起床時間には整備されていないであろう鐘から金切り声が響く。サトー学園初日の喜びで、飛び跳ねながら起きて、制服に早着替えしたわけだが、「遅い!」とセイズ先輩じゃない方の上級生に言われた。
どうやら俺以外の同居人は外に並んでいるみたいであった。急いで、その隣に並び彼らと同じように姿勢を正した。
「おはよう新人ようこそ、ハデス寮の目覚めは最高だろ?」
仏頂面で話しかけてきたセイズ先輩はつまらなそうに愚痴を垂れた。

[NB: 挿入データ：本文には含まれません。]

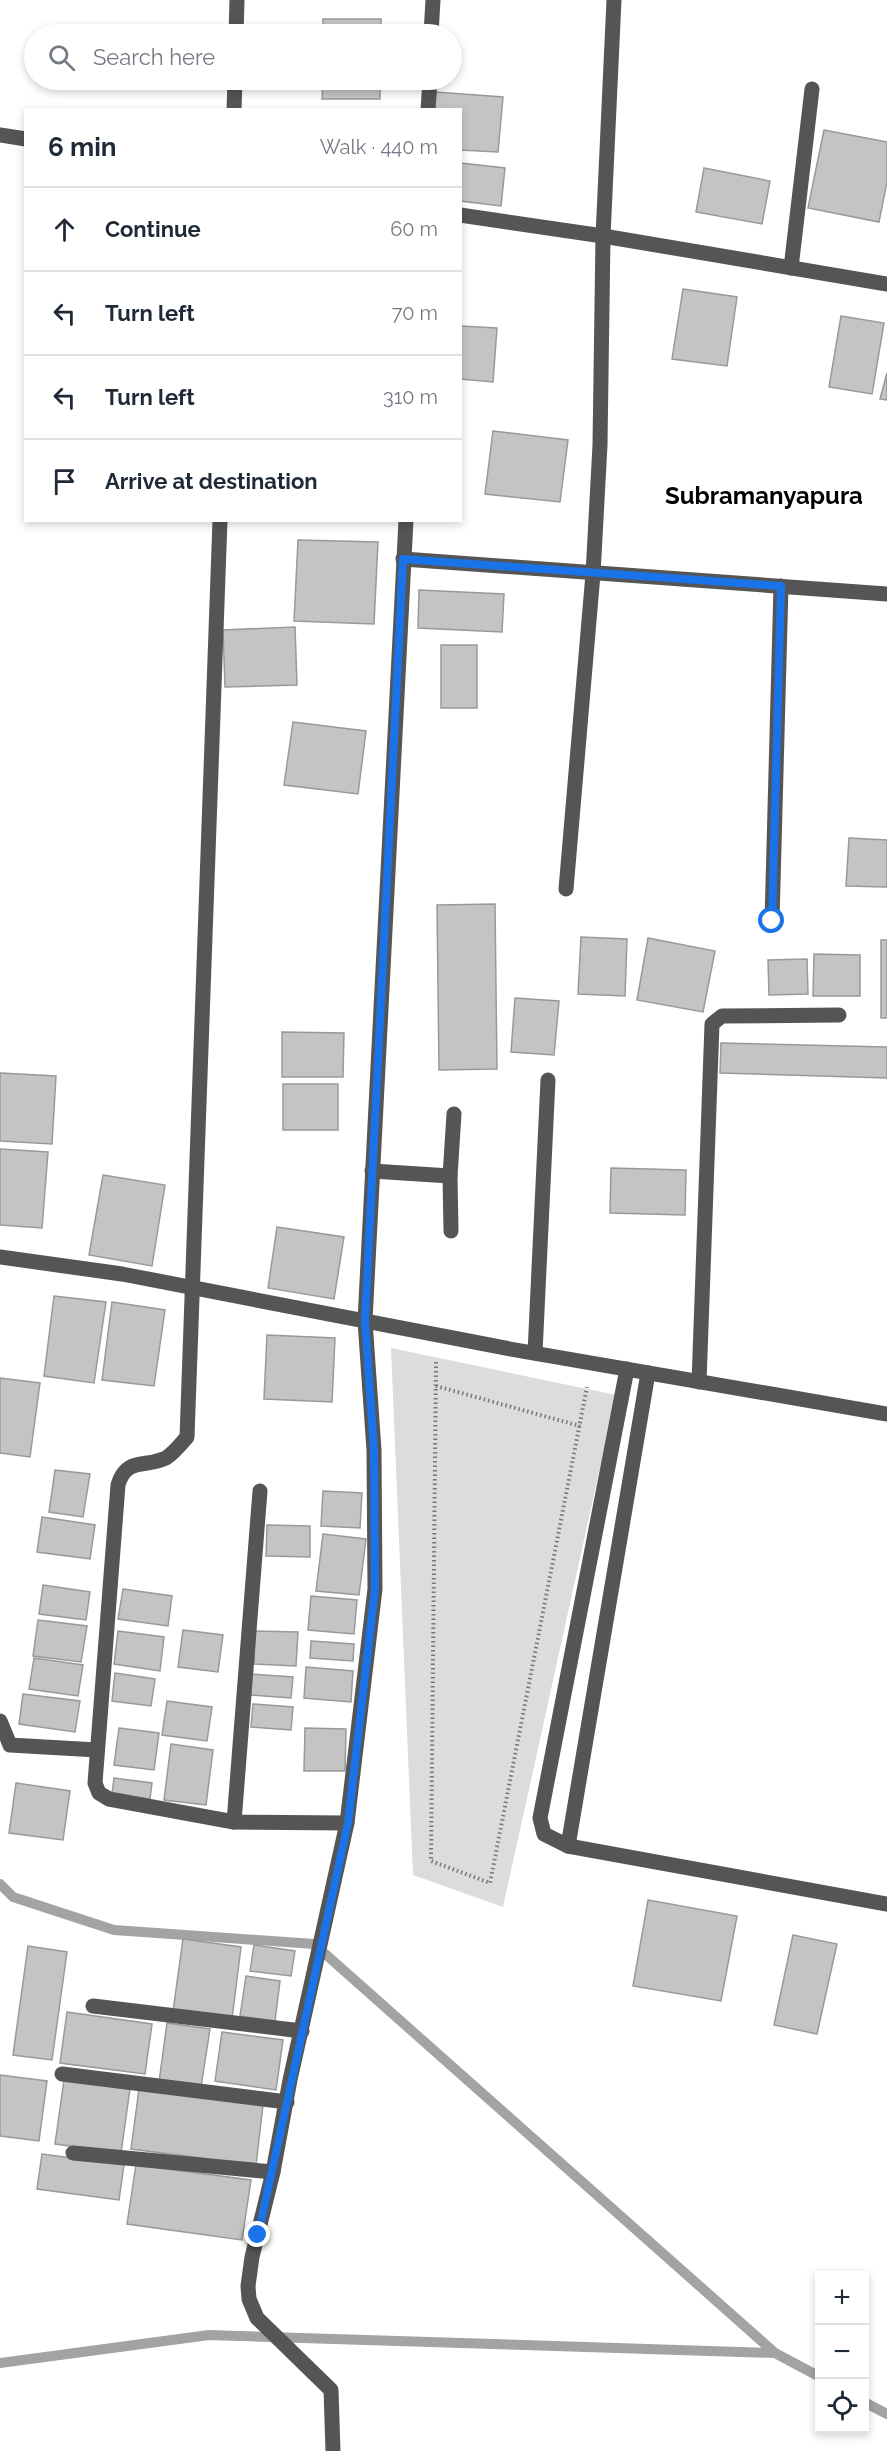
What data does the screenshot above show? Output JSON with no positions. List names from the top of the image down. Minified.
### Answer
{"districts":["Subramanyapura"],"page":{"search":"Search here","heading":["6 min","Walk · 440 m"],"list":[["Continue","60 m"],["Turn left","70 m"],["Turn left","310 m"],"Arrive at destination"],"map_buttons":["+","−"]}}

気さくなのか、気難しいのかよく分からない奴だなぁと思っていると、もう一人の上級生はヨランと言ったか……は厳格そうに「黙れ」と言い放った。
「ヨラン先輩はいつも気が立ってるけど気にするなよ?あの人にも色々あったから……」
昨日セイズ先輩が参考にならない助言をしてくれたのを思い出す。ヨラン先輩が気難しい人間ということは顔の皺の数が物語っていた。これで4年生(20)なのだから相当な老け顔だ。おかめ納豆のような顔をしたセイズ先輩とは大違いだ。
「服装検査だ。」
5時半の起床時間からざっと1時間は経っただろうか……ヨラン先輩のいう通り、いかにもと言ったか強面の風体の男達三人が廊下を闊歩していた。
125号室――つまり俺たちの部屋のところで止まりヨラン先輩、セイズ先輩、そして特に俺をジロリと睨め付けた。
俺はあまりの迫力に息を呑んだ。が、眼光を光らせ続けただけで俺に何もしたりせず「新品はいいな」と低い声で言っただけだった。それから、「食事だ」と短く言ってその場をさっていった。
セイズ先輩はあくびをしながら部屋に戻り、二度寝をし始めた。
「食事じゃないんですか?」
ヨラン先輩に聞いてみると「その通りだ」と短く答えた。
「行かないんですか?」
「馬鹿が、まだ出来てない。お前ら一年が作るんだ。」
「はっ?」
「お前ら、一年が、作るんだ。」
まるで、巻き戻されたように無表情で言われて俺はハデス寮というものを少し理解した。ヨラン先輩の表情は分からなかったが何故か不機嫌になっていることは分かった。俺は鼻水を啜りながら厨房に急いだ。
汚らしい厨房にはまだ何も知らない無邪気な犬のような顔で辺りを見回している奴らばっかりだった。こいつらは俺と同じ一年ということになる。分かりきったことだが女の子は何処にもいない。俺は近くにいる気の弱そうなやつの肩を叩いた。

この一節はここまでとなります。